A Kaena Point Wedge-tailed Shearwater chick at the entrance of its burrow, Thursday, November 11, 2021 © Craig Thomas

November 15, 2021

This month, the departure and arrival areas are busy at Open Ocean Airways: Our wedgies are leaving and our albies are returning.

Wedgies are Wedge-tailed Shearwaters, ʻUaʻu kani, native seabirds that arrive in Hawaii in spring to mate, lay an egg under a bush or in an underground burrow. After the baby hatches, parents spend the day fishing, returning each evening to feed their chick.

Come November, parents stop feeding their baby. When it gets hungry, the youngster moves to its burrow opening, and in the dark of night, takes it first flight to the ocean. The young remain at sea until they reach sexual maturity in 3-to-5 years. The birds then come ashore, look for a mate and start raising their own chick. The oldest recorded wedgie lived for 29 years, but they may live longer.

Another Kaena Point wedgie chick, November 11, 2021 ©Susan Scott

Wedgie chicks find the ocean by heading for moon and star reflection on the water’s surface. In the darkness of the Kaena Point Natural Reserve, wedgie chicks usually find the ocean just fine. But when leaving from tiny nearby islands, most of which are predator-free seabird sanctuaries, they often fly toward street and house lights, hit power lines, and fall to the ground.

Although most wedge-tailed shearwaters nest in seabird protected areas, some choose open areas on the main Hawaiian Islands. Here, the birds are vulnerable to cats, dogs, mongooses and rats. Kailua Beach Park. ©Susan Scott

This so-called “fallout” isn’t always fatal. Sometimes the bird is only stunned and confused. Caring people who find a downed wedgie on the ground can often save it. Public and private agencies have organized rescue systems for helping our stranded young wedgies.

This charming video by Oikonos Ecosystem Knowledge illustrates what to do if you find a wedgie: youtube.com/watch?v=5L4E8FaCo_

You don’t have to save this post to find help. An Internet search using the words seabird fallout will bring up phone numbers for your area.

As our wedgies leave, our albies, or albatrosses, are returning to land to start their own chick rearing. Laysan Albatrosses, Mōlī, arrive here in November from the open ocean. Mature birds land near their annual nesting spot, and wait for their lifetime mate to return. When the two are reunited, they get down to the business of continuing their species. The oldest Laysan Albatross, Midway’s famous Wisdom, is at least 70 years old.

Albatrosses mate for life, with parents taking turns to sit on their egg and feed their chick. ©Susan Scott

Established albatross couples don’t waste time singing and dancing, but singles do (above) as they look for Mr. and Ms. Right. The loud, exuberant rituals of unmated individuals continue all winter, while parent albatrosses go about their business of raising chicks. ©Susan Scott

Albatrosses are also ground nesters, and like wedgies and other ground-nesting seabirds, are vulnerable to cats, dogs, rats, mice, and mongooses.

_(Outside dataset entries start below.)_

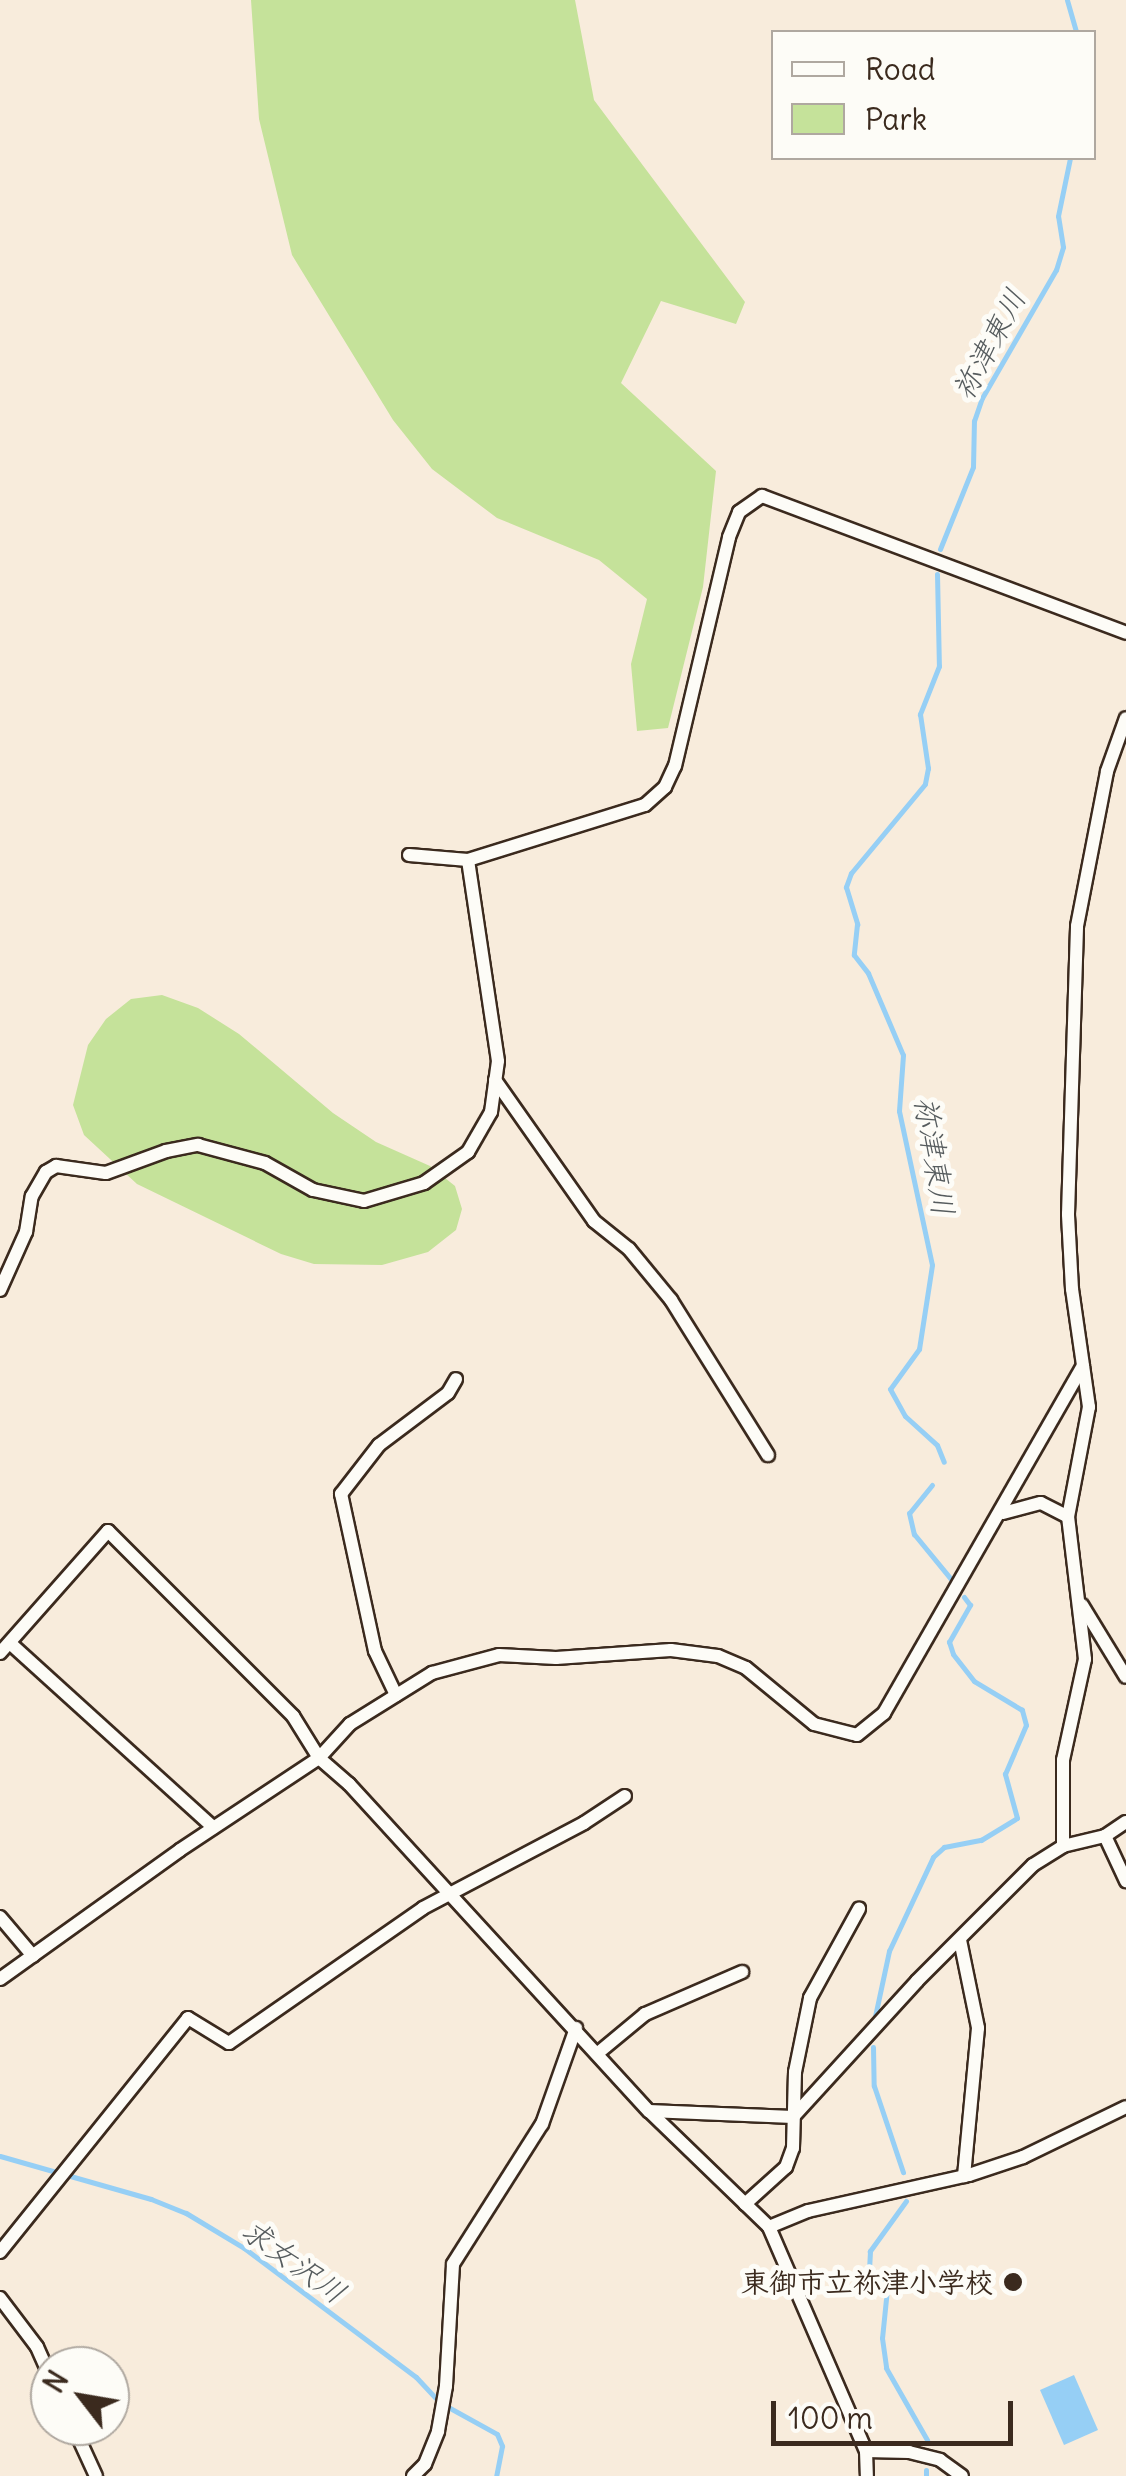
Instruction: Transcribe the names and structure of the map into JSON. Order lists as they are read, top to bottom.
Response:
{
  "water": ["祢津東川", "求女沢川"],
  "places": ["東御市立祢津小学校"],
  "legend": ["Road", "Park"],
  "scale_bar": "100 m",
  "north": "top left"
}
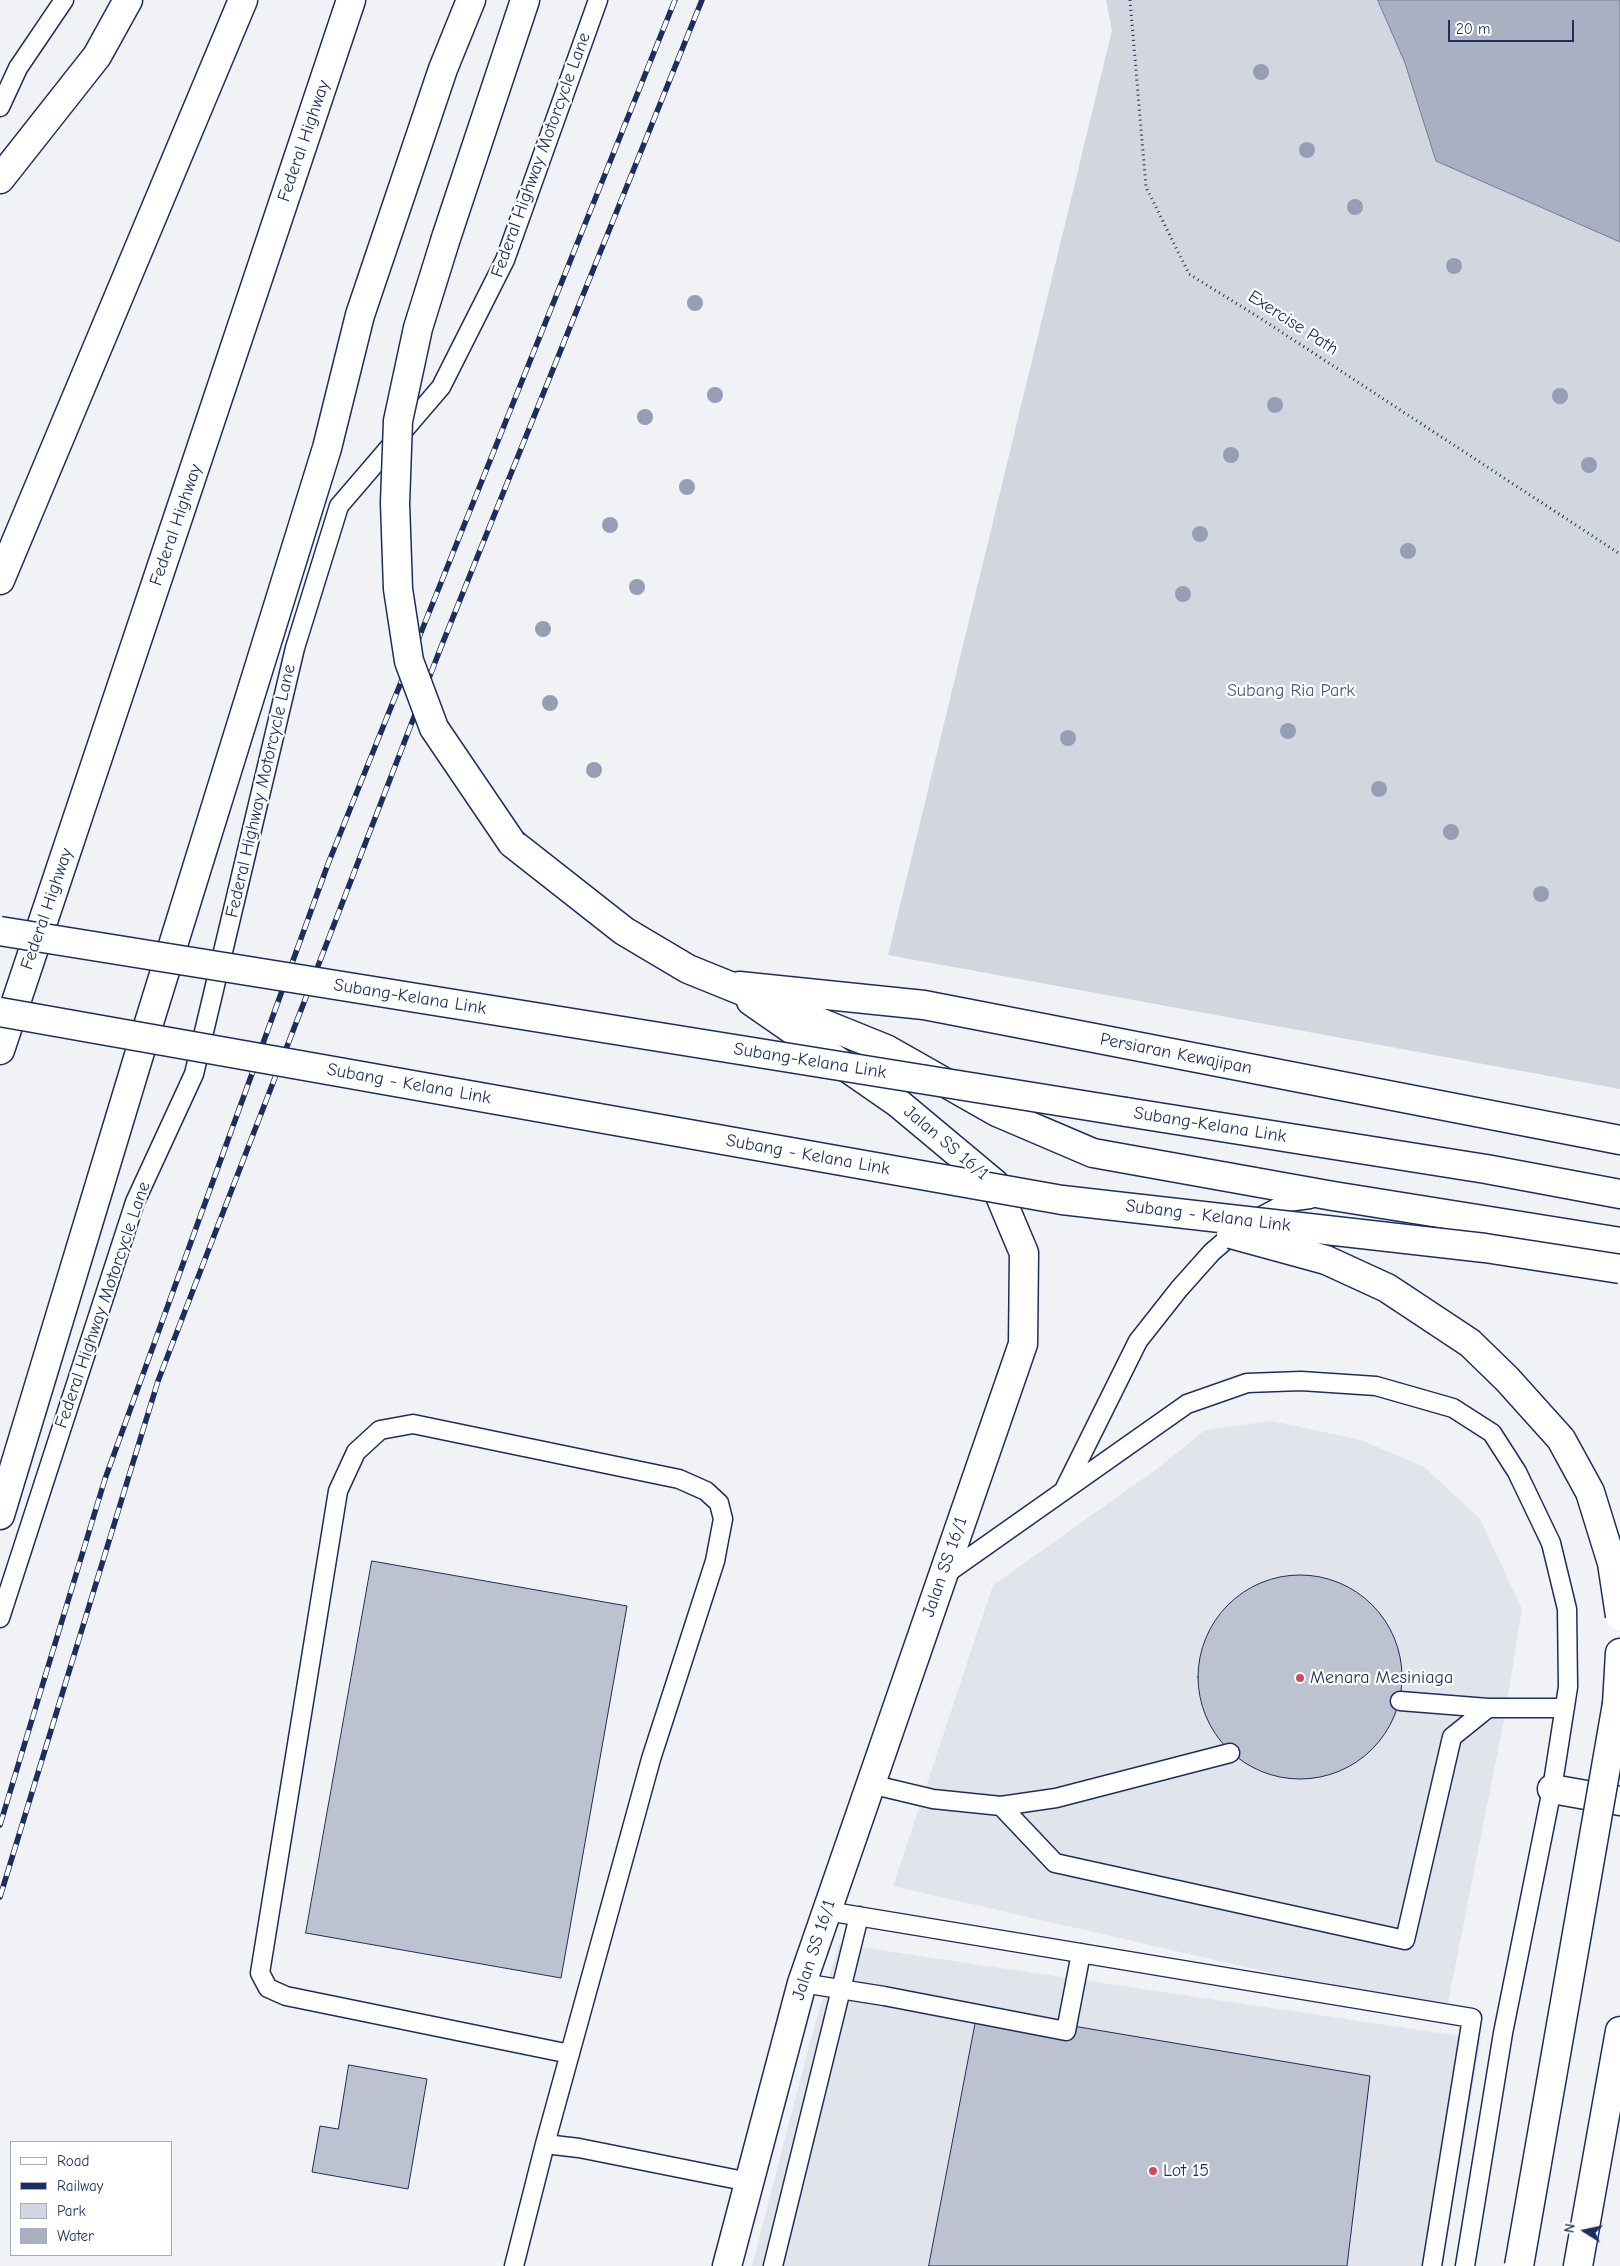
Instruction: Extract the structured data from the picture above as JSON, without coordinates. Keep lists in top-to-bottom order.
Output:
{
  "streets": {
    "main road": [
      "Federal Highway",
      "Subang-Kelana Link",
      "Persiaran Kewajipan",
      "Subang - Kelana Link",
      "Jalan SS 16/1"
    ],
    "lane": ["Federal Highway Motorcycle Lane"],
    "path": ["Exercise Path"]
  },
  "crossings": [
    ["Persiaran Kewajipan", "Jalan SS 16/1"]
  ],
  "parks": ["Subang Ria Park"],
  "places": ["Menara Mesiniaga", "Lot 15"],
  "legend": [
    "Road",
    "Railway",
    "Park",
    "Water"
  ],
  "scale_bar": "20 m",
  "north": "left"
}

Several albatross nesting areas on the main islands, have predator-exclusion fences, such as at Kaena Point and James Campbell Refuge on Oahu, and Kilauea Point National Wildlife Refuge on Kauai. The albatrosses don’t know that, however, and some individuals land in other more exposed places to try to raise their families. We can help our native seabirds by keeping our dogs and cats leashed when outdoors.

This cat’s owners told me their cat enjoys his leashed beach walks, and didn’t even mind a splash from a North Shore wave. Being leashed outdoors is all he has ever known. ©Susan Scott

Some days, the news about Hawaii’s native wildlife is so dire, I wonder if efforts toward saving it are futile. But then I have a day like Thursday at Kaena Point, where wedgie chicks lounged in their doorways, albies soared over my head, and monk seals snoozed on the rocks, and I’m reenergized.

Laysan Albatrosses are experts at riding wind and air currents created by breaking waves. ©Susan Scott

For a Hawaii wildlife reboot, try a visit to Kaena Point. It worked for me.